#### INSTRUCTIONS TO FOLLOW:
Nothing but the records, transcribed verbatim and stripped of images, should appear in the answer.

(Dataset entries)
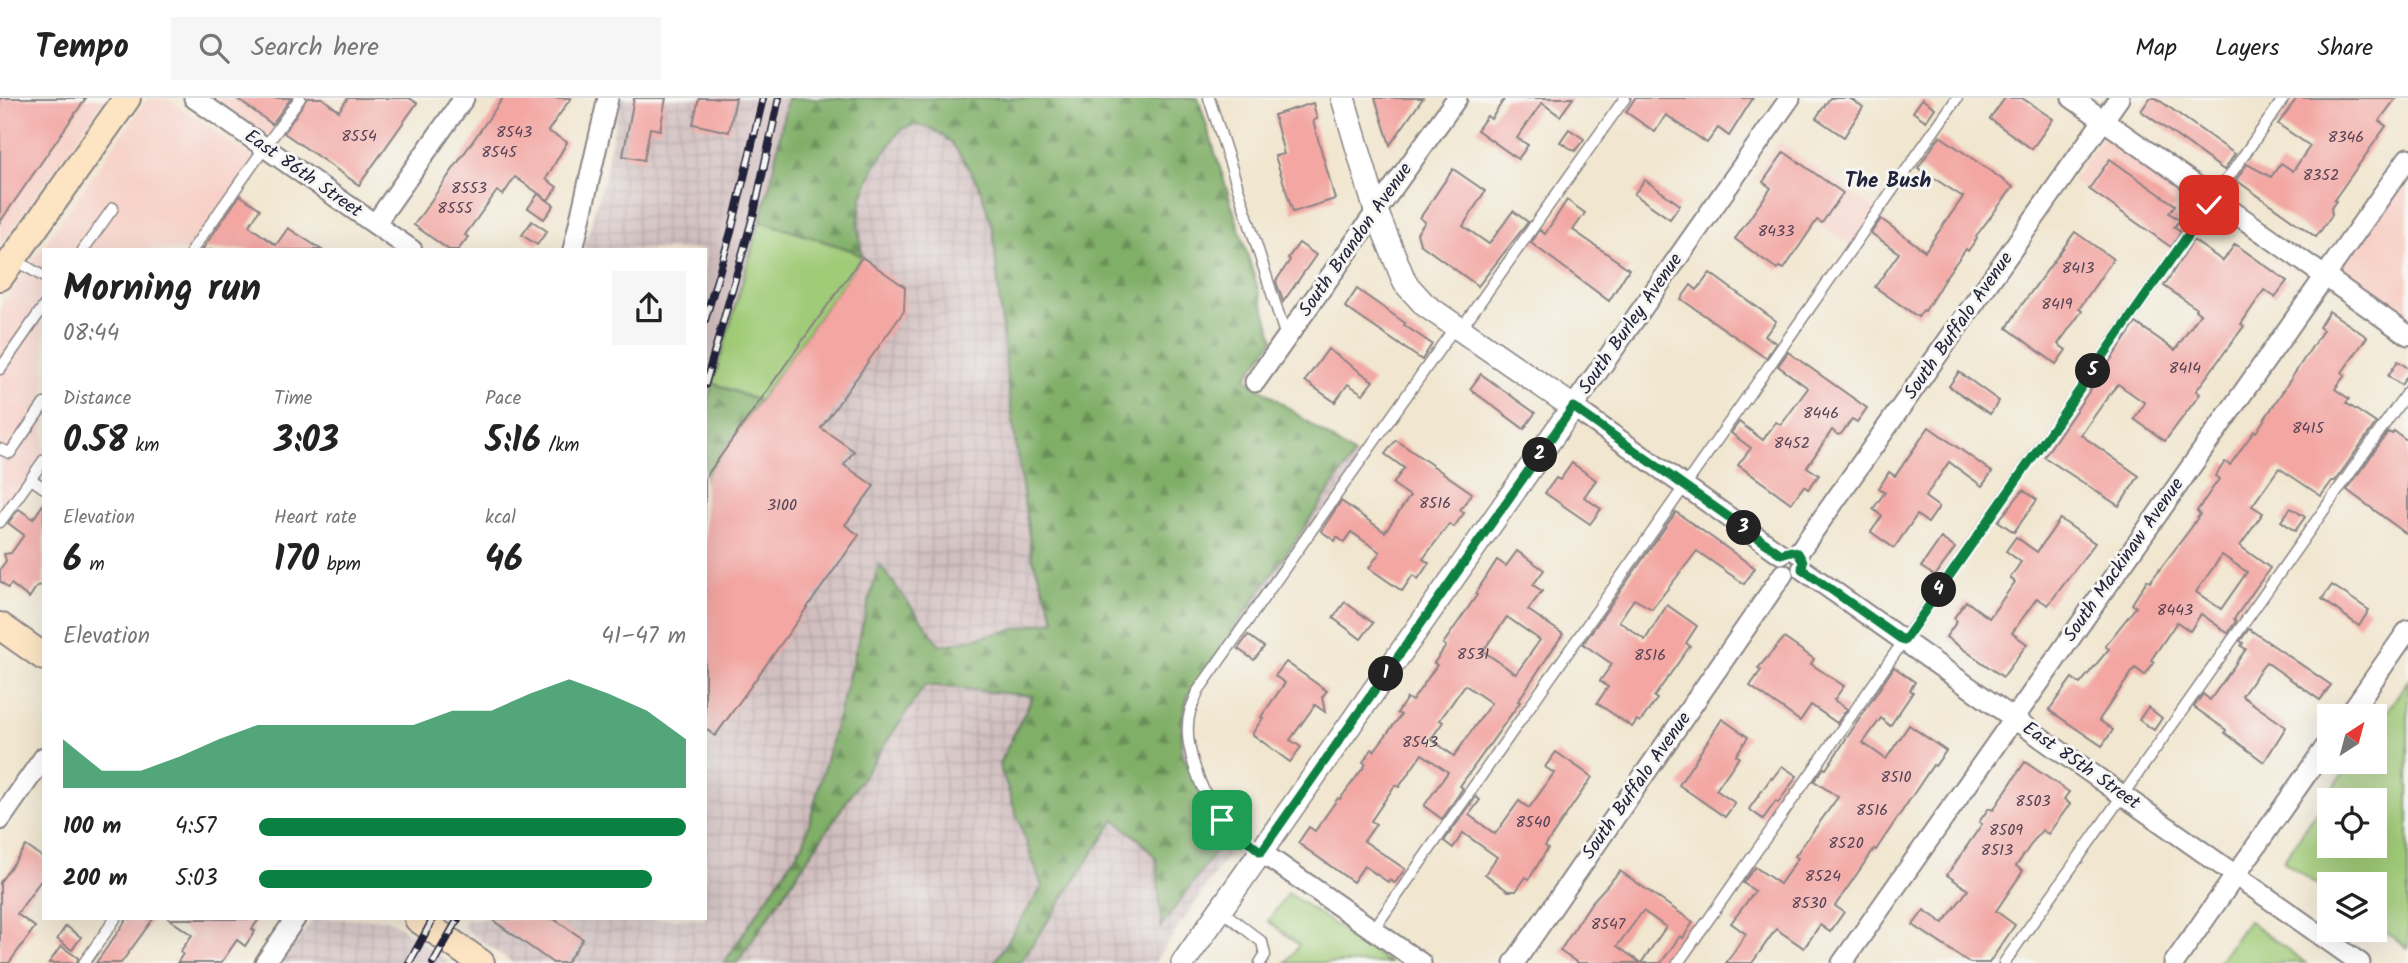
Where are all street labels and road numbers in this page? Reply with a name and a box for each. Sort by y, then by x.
street label: East 86th Street [238,122,369,226]
street label: South Brandon Avenue [1291,156,1421,323]
street label: South Buffalo Avenue [1897,246,2022,406]
street label: South Burley Avenue [1571,247,1691,401]
street label: South Mackinaw Avenue [2056,472,2192,648]
street label: South Buffalo Avenue [1575,706,1700,866]
street label: East 85th Street [2016,714,2147,818]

#### ANSWER FOR THIS EXERCISE:
Where are all street labels and road numbers in this page? Reply with a name and a box for each. Sort by y, then by x.
street label: East 86th Street [238,122,369,226]
street label: South Brandon Avenue [1291,156,1421,323]
street label: South Buffalo Avenue [1897,246,2022,406]
street label: South Burley Avenue [1571,247,1691,401]
street label: South Mackinaw Avenue [2056,472,2192,648]
street label: South Buffalo Avenue [1575,706,1700,866]
street label: East 85th Street [2016,714,2147,818]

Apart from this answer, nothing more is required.